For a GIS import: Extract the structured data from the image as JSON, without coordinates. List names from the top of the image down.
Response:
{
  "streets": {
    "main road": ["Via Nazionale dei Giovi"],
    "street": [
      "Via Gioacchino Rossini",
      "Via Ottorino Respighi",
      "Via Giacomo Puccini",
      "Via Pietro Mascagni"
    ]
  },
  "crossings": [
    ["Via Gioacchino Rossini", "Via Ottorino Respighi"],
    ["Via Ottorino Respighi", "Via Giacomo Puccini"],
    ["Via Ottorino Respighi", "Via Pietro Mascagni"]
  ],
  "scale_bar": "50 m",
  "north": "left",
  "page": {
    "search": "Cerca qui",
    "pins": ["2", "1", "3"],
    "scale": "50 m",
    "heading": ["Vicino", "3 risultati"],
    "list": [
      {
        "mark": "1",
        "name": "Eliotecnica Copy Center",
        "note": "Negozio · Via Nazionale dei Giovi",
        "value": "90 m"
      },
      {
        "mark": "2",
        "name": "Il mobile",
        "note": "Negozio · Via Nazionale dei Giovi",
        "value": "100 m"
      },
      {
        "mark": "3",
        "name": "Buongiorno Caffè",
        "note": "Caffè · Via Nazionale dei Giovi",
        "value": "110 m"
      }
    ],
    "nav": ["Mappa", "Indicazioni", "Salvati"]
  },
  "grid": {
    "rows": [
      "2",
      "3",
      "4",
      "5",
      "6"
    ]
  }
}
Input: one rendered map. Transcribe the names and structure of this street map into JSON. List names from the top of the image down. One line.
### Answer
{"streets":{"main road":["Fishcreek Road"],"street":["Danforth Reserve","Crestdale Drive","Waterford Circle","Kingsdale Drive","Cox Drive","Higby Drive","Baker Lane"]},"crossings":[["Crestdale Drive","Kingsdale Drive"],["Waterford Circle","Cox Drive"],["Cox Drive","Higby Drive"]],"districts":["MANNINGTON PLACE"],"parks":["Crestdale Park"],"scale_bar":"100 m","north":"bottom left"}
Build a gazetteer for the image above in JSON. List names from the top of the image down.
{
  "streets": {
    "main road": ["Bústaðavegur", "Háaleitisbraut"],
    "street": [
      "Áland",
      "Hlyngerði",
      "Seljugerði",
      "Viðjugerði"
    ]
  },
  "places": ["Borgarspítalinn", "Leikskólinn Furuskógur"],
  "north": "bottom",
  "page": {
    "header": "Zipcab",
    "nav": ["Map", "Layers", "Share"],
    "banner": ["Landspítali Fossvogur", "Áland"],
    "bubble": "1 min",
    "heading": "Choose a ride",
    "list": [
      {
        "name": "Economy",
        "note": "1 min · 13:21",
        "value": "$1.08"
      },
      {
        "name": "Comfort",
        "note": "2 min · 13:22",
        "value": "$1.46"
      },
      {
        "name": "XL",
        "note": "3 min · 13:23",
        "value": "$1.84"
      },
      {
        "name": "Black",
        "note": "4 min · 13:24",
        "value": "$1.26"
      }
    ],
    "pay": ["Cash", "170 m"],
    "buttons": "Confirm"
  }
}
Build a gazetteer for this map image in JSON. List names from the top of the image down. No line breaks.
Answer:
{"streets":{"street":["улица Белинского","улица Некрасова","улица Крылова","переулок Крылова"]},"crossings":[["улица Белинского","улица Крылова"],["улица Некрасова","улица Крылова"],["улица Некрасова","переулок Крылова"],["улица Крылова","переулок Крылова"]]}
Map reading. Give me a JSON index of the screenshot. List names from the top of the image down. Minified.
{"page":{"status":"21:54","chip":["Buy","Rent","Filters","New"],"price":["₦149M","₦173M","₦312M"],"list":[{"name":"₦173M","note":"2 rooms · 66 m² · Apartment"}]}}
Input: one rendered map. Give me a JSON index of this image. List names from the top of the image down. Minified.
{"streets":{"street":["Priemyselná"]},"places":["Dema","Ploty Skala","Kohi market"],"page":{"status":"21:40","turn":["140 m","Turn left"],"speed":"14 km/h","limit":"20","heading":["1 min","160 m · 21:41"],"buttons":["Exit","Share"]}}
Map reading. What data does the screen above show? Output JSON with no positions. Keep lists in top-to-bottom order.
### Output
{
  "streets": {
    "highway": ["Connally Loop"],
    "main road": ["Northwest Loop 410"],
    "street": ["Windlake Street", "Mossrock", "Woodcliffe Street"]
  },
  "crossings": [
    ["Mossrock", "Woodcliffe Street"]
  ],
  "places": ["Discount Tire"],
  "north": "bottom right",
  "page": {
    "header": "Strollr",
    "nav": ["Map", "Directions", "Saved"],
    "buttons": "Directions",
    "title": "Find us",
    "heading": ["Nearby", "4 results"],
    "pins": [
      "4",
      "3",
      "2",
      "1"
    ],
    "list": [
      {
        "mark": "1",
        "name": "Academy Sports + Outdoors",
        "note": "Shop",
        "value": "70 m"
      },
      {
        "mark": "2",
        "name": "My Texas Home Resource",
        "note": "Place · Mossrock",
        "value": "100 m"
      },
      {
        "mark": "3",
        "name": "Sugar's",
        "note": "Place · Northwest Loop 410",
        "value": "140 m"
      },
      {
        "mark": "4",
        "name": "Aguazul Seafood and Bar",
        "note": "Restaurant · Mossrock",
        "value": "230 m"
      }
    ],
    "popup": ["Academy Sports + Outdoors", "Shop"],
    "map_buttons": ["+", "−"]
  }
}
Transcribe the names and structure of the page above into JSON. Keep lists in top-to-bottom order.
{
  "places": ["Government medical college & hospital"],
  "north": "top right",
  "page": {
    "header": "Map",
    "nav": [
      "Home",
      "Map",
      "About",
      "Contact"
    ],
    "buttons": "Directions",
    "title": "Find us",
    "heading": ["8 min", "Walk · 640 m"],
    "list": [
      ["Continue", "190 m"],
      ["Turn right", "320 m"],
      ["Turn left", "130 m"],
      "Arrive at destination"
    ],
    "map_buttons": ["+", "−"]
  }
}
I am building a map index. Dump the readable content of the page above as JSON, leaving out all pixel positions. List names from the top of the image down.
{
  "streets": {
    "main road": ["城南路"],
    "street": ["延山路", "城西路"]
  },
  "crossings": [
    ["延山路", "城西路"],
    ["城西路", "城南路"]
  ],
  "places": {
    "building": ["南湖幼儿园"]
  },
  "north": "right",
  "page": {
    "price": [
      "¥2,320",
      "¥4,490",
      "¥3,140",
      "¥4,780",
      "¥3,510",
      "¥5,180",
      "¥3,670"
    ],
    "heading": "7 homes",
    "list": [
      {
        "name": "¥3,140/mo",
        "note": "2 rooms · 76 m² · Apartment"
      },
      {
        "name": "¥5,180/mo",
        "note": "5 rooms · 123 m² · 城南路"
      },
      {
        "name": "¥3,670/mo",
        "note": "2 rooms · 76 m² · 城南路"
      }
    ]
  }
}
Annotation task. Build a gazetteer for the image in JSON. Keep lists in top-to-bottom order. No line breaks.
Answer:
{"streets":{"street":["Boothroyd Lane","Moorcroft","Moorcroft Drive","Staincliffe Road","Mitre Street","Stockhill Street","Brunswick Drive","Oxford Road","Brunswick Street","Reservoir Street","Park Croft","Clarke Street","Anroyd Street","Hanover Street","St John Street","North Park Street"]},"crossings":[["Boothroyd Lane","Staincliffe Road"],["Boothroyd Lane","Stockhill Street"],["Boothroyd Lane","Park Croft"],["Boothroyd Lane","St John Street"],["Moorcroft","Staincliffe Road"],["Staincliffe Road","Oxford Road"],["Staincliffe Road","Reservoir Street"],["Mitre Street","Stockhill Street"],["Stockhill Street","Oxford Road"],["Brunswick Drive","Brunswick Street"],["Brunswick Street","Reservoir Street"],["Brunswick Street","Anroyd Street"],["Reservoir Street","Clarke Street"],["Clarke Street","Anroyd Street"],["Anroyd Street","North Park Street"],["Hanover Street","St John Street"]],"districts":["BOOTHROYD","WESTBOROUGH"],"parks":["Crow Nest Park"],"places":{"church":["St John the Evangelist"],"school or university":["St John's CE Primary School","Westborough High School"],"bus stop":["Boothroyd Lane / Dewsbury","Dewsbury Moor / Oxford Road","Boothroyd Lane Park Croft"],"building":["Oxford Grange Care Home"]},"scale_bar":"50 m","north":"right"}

What to produce.
Scan the records above for the string "data", then report every line that contains it.

Written solution.
For a GIS import: Extract the structured data from the image as JSON, without coordinates. List names from the top of the image down.
Map reading. What data does the screen above show? Output JSON with no positions. Keep lists in top-to-bottom order.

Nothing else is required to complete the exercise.